The Dollar Explained!

 
Imagine a large building full of about 50 people in a remote area, not accessible to other human beings.

Each person would need to have his basic needs - food, clothing, shelter and so forth, met. In doing so, each person would have to develop skills to go about earning his livelihood to support his needs. But it would be nonsensical for every person to develop each skill that is needed to survive. What would happen in reality is that each person would develop a few key skills and use these as his source of living; for example one person may specialize in growing crops and rearing animals, whist another may specialize in plumbing and carpentry.

Now these people would have to trade with one another to benefit from one another's skills. For example, the farmer may trade 10 chickens with the builder in exchange for him renovating his room, or a cleaner may trade half a day's cleaning in return for a knitter to knit two woollen jumpers for him.

As the number of skills or trades in the house (offered by the people resident there to one another) will be quite numerous, it would not only be very difficult and complex to keep track of all the exchange ratios between different goods and services, but also extremely impractical for day-to-day living.

Enter the use of a paper currency, which would remove the difficulties faced in exchanging goods and services with one another. From now on, for example, one hour's worth of cleaning could be assigned a value of one unit of the currency, a woollen jumper as five units, one chicken as three units and so on.

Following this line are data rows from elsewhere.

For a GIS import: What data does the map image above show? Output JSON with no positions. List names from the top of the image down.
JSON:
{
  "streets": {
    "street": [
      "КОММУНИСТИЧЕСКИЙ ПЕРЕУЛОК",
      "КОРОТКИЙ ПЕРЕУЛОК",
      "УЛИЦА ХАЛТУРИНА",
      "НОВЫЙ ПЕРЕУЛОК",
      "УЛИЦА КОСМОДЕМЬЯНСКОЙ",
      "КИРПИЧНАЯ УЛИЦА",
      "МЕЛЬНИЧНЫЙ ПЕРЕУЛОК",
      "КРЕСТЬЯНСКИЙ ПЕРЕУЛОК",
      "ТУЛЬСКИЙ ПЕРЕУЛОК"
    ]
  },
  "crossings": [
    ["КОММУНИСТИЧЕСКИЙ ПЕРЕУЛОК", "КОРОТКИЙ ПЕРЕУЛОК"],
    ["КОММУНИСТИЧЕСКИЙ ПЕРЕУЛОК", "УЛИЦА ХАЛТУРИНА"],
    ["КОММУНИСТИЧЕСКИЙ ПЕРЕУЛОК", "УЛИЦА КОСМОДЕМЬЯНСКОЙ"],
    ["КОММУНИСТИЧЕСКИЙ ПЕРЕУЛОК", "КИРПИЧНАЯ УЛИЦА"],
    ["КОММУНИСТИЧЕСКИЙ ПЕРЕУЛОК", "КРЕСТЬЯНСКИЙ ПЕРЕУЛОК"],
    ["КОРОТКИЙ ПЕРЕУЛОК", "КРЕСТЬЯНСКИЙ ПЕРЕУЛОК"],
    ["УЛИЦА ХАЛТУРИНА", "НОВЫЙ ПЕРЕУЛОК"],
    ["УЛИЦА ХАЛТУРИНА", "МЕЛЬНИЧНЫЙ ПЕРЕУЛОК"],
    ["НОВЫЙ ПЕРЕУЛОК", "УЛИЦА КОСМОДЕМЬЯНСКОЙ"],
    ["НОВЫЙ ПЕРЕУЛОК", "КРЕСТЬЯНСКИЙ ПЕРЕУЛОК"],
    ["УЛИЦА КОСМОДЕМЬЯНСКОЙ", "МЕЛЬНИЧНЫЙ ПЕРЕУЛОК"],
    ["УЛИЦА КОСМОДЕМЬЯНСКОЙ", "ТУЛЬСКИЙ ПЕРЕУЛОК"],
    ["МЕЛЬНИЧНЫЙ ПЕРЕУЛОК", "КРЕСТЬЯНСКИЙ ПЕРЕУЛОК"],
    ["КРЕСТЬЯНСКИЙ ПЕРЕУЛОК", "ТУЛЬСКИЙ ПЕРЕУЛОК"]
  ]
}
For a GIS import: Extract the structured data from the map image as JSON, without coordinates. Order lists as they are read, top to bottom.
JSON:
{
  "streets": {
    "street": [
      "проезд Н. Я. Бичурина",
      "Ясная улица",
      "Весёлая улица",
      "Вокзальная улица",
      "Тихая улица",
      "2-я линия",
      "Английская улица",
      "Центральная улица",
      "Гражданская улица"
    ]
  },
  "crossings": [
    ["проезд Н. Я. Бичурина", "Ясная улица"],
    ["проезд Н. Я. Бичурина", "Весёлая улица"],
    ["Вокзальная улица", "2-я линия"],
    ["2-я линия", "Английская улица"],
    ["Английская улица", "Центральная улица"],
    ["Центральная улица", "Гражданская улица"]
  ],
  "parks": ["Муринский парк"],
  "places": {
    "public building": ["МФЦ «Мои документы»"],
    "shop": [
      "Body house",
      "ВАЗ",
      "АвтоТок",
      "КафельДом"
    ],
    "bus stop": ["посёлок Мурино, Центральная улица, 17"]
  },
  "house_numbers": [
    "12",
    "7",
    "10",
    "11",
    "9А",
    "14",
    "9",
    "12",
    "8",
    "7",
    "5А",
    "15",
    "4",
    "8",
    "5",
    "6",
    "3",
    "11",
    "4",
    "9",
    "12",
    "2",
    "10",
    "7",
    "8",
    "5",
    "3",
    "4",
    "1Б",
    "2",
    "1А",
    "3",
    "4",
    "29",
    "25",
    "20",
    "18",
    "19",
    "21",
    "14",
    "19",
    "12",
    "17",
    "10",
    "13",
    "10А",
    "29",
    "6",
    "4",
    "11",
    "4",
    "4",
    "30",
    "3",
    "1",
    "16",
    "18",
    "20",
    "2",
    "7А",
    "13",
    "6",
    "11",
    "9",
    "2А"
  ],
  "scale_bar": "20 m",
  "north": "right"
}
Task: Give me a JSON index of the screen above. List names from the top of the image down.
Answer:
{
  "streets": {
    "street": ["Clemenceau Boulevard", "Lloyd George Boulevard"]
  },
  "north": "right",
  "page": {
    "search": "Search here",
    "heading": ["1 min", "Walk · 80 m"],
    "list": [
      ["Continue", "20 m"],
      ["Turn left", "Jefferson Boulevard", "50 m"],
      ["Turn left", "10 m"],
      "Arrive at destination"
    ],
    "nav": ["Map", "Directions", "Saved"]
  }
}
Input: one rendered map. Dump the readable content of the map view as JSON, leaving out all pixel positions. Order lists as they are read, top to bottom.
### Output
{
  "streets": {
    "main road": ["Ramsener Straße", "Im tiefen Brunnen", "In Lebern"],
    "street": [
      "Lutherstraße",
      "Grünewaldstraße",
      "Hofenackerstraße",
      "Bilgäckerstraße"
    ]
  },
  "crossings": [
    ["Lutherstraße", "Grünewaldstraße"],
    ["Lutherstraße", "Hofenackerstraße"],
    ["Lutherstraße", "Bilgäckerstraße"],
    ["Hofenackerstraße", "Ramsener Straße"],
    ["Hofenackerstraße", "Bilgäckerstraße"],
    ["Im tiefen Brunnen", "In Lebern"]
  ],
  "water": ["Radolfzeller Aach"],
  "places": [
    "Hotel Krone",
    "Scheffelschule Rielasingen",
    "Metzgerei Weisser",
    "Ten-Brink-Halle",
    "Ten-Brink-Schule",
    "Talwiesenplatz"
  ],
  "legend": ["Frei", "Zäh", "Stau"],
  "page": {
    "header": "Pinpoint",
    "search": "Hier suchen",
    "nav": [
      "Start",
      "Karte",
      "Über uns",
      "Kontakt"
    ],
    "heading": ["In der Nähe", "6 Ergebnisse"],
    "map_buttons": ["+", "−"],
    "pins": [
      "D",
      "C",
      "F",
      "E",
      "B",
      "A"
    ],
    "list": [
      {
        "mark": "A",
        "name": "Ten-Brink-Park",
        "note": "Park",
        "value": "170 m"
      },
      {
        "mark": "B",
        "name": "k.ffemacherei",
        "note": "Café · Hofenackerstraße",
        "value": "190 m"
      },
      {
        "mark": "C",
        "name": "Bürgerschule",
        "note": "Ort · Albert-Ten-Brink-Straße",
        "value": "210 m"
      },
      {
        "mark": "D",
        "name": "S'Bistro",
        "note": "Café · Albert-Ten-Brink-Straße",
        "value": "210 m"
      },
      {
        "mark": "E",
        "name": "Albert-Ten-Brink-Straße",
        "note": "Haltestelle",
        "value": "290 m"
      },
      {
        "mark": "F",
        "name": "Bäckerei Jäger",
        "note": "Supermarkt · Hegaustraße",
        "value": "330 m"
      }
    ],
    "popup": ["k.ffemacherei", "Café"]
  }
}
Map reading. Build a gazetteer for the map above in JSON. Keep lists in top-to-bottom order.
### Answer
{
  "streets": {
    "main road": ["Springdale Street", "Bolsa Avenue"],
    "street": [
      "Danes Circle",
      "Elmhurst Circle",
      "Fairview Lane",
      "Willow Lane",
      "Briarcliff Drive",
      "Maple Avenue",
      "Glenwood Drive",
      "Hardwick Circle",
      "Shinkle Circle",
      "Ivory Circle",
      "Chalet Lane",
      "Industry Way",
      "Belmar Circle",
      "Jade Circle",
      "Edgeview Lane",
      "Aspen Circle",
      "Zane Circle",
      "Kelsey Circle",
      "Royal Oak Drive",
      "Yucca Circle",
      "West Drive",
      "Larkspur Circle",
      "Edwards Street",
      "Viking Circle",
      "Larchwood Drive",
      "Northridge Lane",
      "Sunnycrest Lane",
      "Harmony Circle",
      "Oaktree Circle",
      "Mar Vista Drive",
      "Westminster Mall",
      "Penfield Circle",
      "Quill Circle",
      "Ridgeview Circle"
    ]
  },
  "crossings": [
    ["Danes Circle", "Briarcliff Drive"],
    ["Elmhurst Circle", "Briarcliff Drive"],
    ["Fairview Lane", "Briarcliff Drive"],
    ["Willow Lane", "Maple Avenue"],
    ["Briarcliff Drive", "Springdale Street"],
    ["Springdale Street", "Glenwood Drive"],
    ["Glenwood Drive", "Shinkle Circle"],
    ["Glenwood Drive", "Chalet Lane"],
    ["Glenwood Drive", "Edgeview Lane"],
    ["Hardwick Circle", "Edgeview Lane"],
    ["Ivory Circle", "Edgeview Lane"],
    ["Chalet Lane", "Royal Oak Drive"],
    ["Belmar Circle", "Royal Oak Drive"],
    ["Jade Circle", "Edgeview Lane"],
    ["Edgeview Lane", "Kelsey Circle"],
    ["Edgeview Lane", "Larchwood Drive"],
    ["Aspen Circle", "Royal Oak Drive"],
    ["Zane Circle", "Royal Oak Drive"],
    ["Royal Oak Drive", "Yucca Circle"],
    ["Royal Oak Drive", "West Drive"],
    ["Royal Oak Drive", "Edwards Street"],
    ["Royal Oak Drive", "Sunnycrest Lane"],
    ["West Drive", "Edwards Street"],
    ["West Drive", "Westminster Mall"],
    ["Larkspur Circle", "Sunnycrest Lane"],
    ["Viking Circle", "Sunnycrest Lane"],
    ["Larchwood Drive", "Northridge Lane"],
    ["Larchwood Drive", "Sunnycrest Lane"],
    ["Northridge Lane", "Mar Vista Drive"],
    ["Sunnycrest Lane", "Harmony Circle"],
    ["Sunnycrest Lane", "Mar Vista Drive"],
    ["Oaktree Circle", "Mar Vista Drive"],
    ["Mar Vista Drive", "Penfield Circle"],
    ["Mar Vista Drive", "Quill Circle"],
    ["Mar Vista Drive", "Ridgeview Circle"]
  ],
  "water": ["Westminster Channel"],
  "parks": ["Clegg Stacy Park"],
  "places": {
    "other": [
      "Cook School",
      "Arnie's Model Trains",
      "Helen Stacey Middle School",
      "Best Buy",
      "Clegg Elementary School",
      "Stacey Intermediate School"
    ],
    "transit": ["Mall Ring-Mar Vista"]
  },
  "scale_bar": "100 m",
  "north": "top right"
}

So instead of the farmer dragging around a number of goats with him to obtain building services from the builder, he now simply needs to take with him the appropriate amount of currency in his wallet to obtain this service.

Now imagine all the 50 people in the house working away hard to earn a living through their particular skills - except one. This individual, let us refer to him as the central banker or just banker for short, instead of learning to lay bricks, learning to treat people, learning to cook or develop any other skill the other people in the building needed to trade with and survive on a day-to-day basis, does something different and unique.

What this individual does is to print and control the currency being used in the building. On the surface, this may look innocent enough, but look at the consequences for him and the rest of the people in the building.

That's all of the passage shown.